In the past month or so, my wife and I have become the proud owners of two pieces of original art from the second year of the amazing 45-year run, 1957 to 2002, of the comic strip, Miss Peach, by Mell Lazarus. Although I feel that Lazarus did his best work in his Sunday strips, where he was able more fully to indulge his tremendous gift for comic dialogue, I was thrilled to be able to purchase two fine dailies, dated 09-09-58 and 09-24-58, in two separate auctions, for a mere US$55.50 each, shipping from the USA to Canada included. Here are the strips, which, btw, are not only huge — the paper is 18.5 inches wide by 6.06 inches high — but also in excellent condition, especially considering that they’re more than 50 years old:

Image may be NSFW.
Clik here to view.
mell-lazarus_miss-peach-daily_09-09-58
Image may be NSFW.
Clik here to view.
mell-lazarus_miss-peach-daily_09-24-58

Now, I am fully aware that many academically trained artists hate Mell Lazarus’s style of cartooning in Miss Peach, dismissing it as “childish” or worse, but as for me, well, I’ve always had a soft spot for the big-headed, big-nosed, sharp-tongued kids of the Kelly School. Modelled to a large extent on Charles Schulz’s beloved Peanuts, Lazarus’s Miss Peach combined economical but expressive and amusing drawings with witty and incisive social observation and punch lines that could make you laugh and squirm at the same time. The effectiveness of Lazarus’s visual shorthand is especially evident in his characters’ facial expressions, which in my experience always deliver more relevant and touching emotion than Lazarus’s (and Schulz’s) critics would have you believe possible.

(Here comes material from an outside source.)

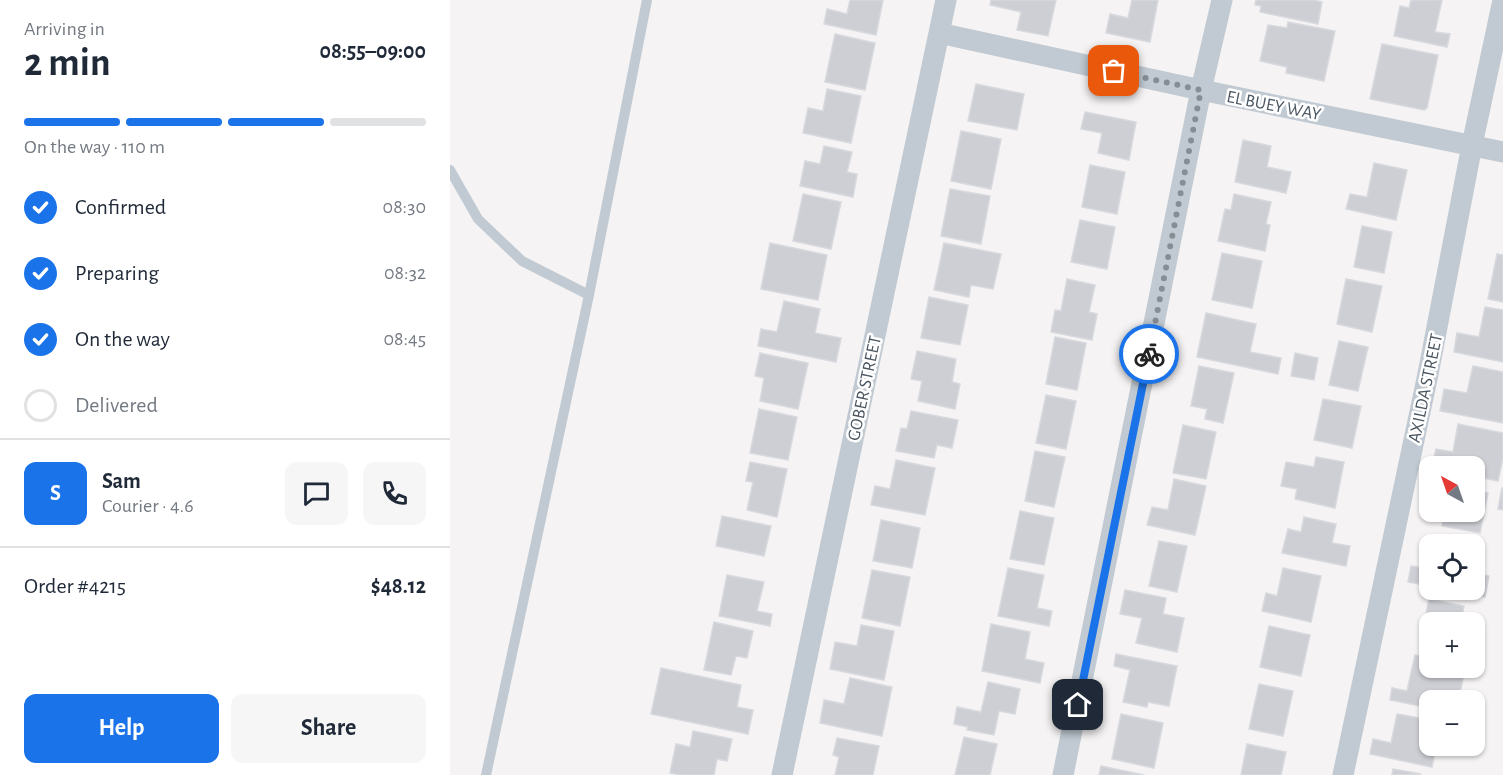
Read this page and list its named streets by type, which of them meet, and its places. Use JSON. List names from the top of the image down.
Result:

In the first decade and a half of his career, Lazarus, who was never short on ambition, steadily worked his way up in the newspaper comics world, going from fledgling freelancer/comic-strip artist — his first, moderately successful strips were “Wee Women” and “Li’l One” — to an assistant position with Al Capp and Elliot A. Caplin’s Toby Press, to art director/comics editor at Toby Press, to nationally syndicated cartoonist. Following the success of Miss Peach, Lazarus, restless as ever, went on to create a short-lived humour-adventure strip, Pauline McPeril, with artist Jack Rickard, in 1966 — it was cancelled after three years — and then bounced back with a second comic-strip hit with Momma, in 1970. And for the next 30 years, Lazarus wrote and drew two syndicated strips, Miss Peach and Momma, until health issues caused him to reduce his work load by dropping Miss Peach in 2002. Momma, however, is still going strong!

But Mell Lazarus hasn’t only had success with readers; he’s also enjoyed the respect and approbation of his peers, winning the Best in Humour Strip Award from the National Cartoonists Society (NCS) in 1973 and 1979, the Reuben from the NCS for Outstanding Cartoonist of the Year in 1982 for his work on Miss Peach, and the Silver T-Square from the NCS “for outstanding dedication or service to the NCS or the profession” in 2000. And as if that wasn’t enough, Lazarus’s fellow cartoonists also elected him President of the National Cartoonists Society for two terms, 1989 to 1991 and 1991 to 1993.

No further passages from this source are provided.